Dataset entries:
________

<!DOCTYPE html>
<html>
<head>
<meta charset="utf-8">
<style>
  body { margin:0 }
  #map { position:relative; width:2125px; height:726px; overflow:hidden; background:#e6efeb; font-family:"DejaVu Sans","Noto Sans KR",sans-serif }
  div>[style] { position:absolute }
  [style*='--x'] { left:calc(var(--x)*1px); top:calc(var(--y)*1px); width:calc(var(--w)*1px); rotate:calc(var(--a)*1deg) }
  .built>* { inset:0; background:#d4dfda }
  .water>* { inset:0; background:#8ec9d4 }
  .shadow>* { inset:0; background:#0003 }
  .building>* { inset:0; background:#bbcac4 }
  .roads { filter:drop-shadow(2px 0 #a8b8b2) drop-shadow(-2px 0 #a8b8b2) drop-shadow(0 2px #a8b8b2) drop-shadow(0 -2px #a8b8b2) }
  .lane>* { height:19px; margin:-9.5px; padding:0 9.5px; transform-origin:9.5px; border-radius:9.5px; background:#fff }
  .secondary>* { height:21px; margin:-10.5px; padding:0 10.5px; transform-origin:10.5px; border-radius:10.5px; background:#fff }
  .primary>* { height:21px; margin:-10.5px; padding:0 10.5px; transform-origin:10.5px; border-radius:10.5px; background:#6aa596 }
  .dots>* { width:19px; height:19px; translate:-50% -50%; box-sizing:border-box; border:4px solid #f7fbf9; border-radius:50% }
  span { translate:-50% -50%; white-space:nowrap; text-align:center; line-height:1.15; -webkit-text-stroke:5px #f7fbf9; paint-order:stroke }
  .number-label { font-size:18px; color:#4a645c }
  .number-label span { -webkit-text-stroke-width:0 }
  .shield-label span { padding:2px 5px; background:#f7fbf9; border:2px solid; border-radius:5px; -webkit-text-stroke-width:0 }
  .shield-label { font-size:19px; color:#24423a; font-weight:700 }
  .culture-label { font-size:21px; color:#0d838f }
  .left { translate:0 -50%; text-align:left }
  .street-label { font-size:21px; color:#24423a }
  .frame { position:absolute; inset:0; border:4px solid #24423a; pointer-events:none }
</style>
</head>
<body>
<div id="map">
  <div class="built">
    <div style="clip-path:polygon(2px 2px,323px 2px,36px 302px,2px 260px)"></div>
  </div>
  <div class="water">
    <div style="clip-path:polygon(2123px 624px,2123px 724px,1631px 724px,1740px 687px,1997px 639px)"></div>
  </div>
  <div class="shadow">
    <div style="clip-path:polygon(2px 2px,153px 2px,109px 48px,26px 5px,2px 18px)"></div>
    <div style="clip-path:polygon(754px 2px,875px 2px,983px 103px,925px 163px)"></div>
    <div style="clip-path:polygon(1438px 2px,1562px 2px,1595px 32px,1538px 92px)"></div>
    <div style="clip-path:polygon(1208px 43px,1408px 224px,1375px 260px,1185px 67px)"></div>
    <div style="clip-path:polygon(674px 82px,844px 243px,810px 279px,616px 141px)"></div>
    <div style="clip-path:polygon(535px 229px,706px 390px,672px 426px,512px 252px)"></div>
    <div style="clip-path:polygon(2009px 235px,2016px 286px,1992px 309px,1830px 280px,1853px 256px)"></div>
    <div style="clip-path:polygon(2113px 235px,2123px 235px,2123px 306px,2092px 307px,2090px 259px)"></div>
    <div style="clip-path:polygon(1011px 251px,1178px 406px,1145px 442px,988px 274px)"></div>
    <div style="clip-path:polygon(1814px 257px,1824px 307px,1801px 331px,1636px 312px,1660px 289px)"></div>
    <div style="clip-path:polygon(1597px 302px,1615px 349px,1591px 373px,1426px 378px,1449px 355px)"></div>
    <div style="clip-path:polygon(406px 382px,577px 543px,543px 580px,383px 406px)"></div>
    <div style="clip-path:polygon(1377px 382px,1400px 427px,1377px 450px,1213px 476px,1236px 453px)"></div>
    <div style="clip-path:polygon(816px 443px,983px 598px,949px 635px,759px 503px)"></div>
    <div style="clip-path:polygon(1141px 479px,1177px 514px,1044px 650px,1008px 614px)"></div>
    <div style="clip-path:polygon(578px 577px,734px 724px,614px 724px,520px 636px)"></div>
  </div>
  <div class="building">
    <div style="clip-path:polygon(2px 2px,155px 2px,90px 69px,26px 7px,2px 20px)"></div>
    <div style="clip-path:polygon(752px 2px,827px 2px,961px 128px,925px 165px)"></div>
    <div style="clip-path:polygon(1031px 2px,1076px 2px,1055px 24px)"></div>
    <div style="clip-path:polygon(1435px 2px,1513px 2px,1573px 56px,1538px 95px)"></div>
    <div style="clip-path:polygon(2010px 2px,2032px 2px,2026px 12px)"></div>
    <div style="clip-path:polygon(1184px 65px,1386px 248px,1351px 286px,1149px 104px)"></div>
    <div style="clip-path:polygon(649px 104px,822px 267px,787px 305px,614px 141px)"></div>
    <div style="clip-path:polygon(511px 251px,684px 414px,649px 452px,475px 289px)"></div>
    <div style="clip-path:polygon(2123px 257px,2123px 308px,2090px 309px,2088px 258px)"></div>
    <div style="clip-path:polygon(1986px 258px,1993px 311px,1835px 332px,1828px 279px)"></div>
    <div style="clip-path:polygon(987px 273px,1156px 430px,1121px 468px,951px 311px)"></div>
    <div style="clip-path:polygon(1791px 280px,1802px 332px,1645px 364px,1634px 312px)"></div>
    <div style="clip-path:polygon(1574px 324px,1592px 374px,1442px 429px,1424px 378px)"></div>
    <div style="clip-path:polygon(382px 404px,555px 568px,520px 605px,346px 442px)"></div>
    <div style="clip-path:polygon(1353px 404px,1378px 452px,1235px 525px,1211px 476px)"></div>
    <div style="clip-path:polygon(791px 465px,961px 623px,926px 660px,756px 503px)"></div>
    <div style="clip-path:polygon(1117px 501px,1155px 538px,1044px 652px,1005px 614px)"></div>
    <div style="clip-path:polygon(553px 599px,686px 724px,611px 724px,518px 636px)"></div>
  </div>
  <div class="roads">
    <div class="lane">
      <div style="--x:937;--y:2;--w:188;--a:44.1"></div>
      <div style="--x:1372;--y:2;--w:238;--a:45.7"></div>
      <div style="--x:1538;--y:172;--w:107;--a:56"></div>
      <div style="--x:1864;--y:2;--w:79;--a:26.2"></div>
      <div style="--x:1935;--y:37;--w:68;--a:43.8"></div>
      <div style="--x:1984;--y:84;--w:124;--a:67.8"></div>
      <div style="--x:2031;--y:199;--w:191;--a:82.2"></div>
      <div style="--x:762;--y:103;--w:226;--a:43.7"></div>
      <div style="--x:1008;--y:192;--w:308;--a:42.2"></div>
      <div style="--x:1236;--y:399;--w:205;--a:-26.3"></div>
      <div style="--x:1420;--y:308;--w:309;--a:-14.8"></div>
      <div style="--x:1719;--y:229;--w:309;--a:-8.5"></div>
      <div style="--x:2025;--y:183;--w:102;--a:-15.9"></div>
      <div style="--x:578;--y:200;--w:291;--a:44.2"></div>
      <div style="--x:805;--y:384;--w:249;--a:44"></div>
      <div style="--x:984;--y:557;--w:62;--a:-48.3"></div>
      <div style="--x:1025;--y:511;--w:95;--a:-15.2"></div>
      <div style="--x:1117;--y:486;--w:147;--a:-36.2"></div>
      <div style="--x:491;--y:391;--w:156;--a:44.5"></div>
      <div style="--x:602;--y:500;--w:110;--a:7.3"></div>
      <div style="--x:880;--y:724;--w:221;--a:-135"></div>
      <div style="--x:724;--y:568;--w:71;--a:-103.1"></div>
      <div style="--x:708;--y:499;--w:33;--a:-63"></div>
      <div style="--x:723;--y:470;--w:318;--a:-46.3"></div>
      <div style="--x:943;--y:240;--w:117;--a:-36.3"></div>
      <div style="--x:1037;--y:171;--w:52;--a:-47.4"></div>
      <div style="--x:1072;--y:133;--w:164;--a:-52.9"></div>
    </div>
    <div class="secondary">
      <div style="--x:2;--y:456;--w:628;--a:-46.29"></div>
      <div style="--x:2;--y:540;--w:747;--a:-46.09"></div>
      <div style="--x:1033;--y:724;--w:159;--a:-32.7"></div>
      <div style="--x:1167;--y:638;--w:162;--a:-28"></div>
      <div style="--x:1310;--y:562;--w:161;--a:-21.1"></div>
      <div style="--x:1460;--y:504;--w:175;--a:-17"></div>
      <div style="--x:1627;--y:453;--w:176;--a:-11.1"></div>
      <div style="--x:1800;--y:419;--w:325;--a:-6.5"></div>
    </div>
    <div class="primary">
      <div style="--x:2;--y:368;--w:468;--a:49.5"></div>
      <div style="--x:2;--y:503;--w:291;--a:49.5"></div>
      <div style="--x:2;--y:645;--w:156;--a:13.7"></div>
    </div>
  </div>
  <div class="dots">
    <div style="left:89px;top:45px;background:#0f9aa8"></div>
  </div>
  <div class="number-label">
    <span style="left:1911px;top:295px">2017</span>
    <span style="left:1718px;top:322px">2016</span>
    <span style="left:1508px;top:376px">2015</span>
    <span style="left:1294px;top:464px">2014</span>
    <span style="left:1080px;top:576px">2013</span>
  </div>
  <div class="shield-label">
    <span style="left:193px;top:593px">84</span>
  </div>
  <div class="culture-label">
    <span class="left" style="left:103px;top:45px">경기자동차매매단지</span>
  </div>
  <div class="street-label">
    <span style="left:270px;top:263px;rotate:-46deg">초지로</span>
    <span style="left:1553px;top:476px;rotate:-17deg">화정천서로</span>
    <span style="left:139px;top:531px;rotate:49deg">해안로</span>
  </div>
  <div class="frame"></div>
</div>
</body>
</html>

________

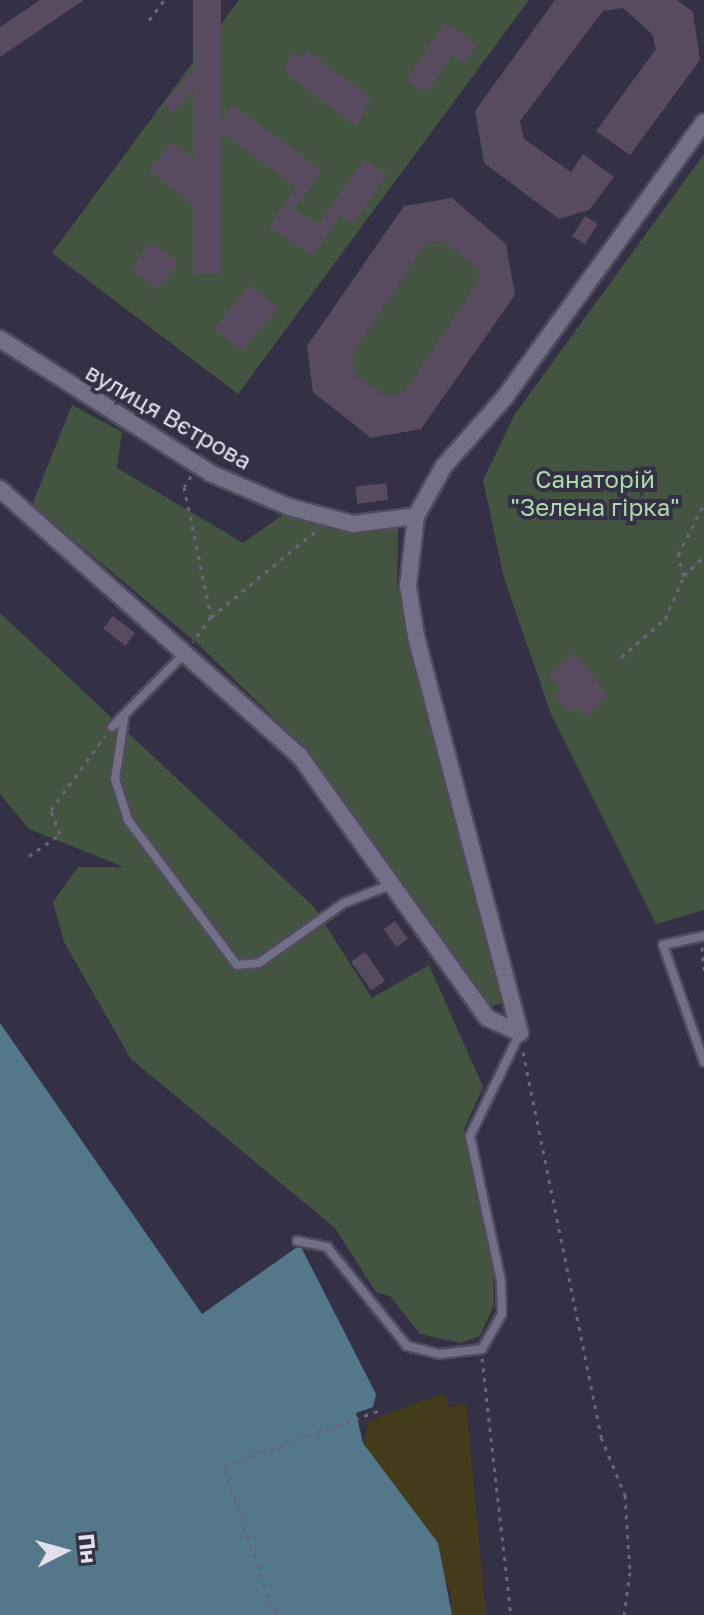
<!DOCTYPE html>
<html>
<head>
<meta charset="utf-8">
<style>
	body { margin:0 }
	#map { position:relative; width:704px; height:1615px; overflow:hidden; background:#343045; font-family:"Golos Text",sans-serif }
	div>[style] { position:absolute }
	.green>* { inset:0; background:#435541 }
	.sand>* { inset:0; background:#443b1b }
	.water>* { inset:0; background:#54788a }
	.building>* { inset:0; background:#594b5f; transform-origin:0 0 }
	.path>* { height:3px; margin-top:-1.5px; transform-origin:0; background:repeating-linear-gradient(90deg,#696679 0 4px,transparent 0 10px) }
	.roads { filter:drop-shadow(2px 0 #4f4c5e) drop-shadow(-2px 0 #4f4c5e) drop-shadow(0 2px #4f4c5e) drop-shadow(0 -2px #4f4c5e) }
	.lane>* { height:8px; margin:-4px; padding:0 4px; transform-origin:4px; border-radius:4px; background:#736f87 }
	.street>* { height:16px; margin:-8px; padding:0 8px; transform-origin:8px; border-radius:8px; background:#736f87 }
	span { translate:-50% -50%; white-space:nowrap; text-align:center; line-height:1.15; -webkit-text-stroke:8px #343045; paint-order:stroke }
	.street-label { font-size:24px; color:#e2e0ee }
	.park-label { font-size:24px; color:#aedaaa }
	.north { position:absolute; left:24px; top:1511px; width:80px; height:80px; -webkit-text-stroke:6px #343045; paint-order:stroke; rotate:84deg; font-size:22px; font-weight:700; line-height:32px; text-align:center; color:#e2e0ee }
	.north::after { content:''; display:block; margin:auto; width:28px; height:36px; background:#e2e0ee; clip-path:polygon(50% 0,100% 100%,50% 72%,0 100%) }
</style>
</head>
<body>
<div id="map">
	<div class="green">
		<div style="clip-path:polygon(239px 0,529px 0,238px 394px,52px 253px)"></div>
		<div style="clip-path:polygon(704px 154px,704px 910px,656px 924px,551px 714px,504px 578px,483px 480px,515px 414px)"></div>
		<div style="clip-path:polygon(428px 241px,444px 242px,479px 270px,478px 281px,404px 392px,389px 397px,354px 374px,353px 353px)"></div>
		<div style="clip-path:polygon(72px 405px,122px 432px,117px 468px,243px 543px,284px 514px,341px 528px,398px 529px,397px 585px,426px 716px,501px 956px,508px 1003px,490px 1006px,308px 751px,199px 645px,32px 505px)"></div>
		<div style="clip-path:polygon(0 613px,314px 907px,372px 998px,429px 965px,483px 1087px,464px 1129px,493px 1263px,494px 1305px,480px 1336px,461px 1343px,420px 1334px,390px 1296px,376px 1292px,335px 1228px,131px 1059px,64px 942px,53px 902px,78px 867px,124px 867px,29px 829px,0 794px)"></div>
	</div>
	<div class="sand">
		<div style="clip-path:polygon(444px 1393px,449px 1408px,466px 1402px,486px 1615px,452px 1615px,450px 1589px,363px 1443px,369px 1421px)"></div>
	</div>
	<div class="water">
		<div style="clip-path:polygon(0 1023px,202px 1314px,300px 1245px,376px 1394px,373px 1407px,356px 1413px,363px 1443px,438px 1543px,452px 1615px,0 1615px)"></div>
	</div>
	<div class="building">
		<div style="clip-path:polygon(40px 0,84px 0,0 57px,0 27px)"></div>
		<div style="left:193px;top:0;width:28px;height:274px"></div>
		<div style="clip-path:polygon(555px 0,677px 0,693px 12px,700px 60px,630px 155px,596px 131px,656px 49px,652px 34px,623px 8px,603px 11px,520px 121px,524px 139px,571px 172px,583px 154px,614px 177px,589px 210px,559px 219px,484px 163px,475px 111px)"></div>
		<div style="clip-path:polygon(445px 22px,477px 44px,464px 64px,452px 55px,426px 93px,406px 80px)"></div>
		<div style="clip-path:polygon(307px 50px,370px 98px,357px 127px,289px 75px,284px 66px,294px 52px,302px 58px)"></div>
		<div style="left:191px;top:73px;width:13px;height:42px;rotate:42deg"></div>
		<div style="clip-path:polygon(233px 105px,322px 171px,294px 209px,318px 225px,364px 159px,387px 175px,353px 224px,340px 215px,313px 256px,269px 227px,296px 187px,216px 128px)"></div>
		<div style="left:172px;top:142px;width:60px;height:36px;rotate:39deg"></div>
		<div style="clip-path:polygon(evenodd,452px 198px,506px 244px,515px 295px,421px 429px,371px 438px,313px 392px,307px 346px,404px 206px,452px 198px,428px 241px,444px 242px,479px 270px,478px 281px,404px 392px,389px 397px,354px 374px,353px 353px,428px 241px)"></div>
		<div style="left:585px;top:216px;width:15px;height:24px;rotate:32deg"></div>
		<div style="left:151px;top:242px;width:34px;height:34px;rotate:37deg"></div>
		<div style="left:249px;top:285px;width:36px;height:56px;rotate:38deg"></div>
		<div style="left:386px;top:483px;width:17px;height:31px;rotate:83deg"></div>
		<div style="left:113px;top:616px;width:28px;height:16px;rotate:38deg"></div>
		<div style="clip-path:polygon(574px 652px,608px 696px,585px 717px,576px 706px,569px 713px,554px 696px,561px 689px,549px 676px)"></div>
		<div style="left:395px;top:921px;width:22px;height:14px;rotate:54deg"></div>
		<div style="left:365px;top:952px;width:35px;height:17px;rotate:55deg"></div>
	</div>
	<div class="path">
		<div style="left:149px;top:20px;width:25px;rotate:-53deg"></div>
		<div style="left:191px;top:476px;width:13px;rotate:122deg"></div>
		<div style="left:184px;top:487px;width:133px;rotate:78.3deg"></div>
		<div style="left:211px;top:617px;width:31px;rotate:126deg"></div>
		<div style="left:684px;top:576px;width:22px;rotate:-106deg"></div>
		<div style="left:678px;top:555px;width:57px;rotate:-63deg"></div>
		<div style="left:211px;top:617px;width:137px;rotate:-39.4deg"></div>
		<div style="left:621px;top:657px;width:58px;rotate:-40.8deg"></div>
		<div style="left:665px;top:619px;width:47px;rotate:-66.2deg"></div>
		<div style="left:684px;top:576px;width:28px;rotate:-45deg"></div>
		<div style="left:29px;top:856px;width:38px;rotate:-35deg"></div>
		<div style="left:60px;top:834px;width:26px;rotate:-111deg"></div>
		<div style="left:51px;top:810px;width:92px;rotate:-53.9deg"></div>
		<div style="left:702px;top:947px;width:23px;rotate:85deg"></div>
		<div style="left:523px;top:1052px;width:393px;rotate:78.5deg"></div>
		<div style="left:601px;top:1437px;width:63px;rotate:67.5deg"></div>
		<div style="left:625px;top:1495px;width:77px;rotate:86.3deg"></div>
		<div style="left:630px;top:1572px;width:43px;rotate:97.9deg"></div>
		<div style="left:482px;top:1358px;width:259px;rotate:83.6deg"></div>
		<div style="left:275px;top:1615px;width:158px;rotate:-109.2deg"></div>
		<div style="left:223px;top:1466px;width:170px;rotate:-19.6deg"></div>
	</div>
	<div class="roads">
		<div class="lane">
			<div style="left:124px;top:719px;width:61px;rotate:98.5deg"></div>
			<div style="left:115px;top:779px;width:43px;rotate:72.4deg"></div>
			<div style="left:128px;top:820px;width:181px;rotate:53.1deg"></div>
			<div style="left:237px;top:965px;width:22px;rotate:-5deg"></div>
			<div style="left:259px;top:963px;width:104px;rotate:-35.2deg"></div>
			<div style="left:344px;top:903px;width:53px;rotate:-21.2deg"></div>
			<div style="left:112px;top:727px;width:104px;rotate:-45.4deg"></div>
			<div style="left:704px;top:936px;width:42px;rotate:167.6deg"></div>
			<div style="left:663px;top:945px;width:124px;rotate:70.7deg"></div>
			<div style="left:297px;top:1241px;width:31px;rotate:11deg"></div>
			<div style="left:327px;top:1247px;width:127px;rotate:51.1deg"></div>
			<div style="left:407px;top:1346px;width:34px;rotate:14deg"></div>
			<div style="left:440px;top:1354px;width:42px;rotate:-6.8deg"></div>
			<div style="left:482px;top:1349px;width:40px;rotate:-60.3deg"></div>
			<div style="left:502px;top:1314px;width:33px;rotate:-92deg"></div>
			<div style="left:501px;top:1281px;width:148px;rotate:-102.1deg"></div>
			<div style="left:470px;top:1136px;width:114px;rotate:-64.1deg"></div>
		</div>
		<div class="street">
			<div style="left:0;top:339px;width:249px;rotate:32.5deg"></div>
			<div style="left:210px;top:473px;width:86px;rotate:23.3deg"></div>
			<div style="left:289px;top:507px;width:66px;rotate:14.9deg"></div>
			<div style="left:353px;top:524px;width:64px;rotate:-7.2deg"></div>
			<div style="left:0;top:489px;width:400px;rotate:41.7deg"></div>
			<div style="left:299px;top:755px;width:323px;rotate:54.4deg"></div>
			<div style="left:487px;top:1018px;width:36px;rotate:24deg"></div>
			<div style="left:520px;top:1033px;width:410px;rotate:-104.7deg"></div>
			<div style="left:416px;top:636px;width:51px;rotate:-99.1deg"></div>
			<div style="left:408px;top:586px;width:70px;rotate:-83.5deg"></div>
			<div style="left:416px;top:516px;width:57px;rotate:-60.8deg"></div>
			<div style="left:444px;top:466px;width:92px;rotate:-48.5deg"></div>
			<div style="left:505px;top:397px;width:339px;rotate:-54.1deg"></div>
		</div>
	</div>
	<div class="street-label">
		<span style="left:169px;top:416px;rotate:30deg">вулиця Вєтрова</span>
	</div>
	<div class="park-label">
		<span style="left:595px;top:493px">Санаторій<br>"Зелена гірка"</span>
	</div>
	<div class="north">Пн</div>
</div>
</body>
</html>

________

Exercise
Begin with the line above that has "filter:drop-shadow(2px 0 #4f4c5e)" and continue through the line that has "height:8px; margin:-4px; padding:0", setting each one down exactly. Stop there.

Worked solution
	.roads { filter:drop-shadow(2px 0 #4f4c5e) drop-shadow(-2px 0 #4f4c5e) drop-shadow(0 2px #4f4c5e) drop-shadow(0 -2px #4f4c5e) }
	.lane>* { height:8px; margin:-4px; padding:0 4px; transform-origin:4px; border-radius:4px; background:#736f87 }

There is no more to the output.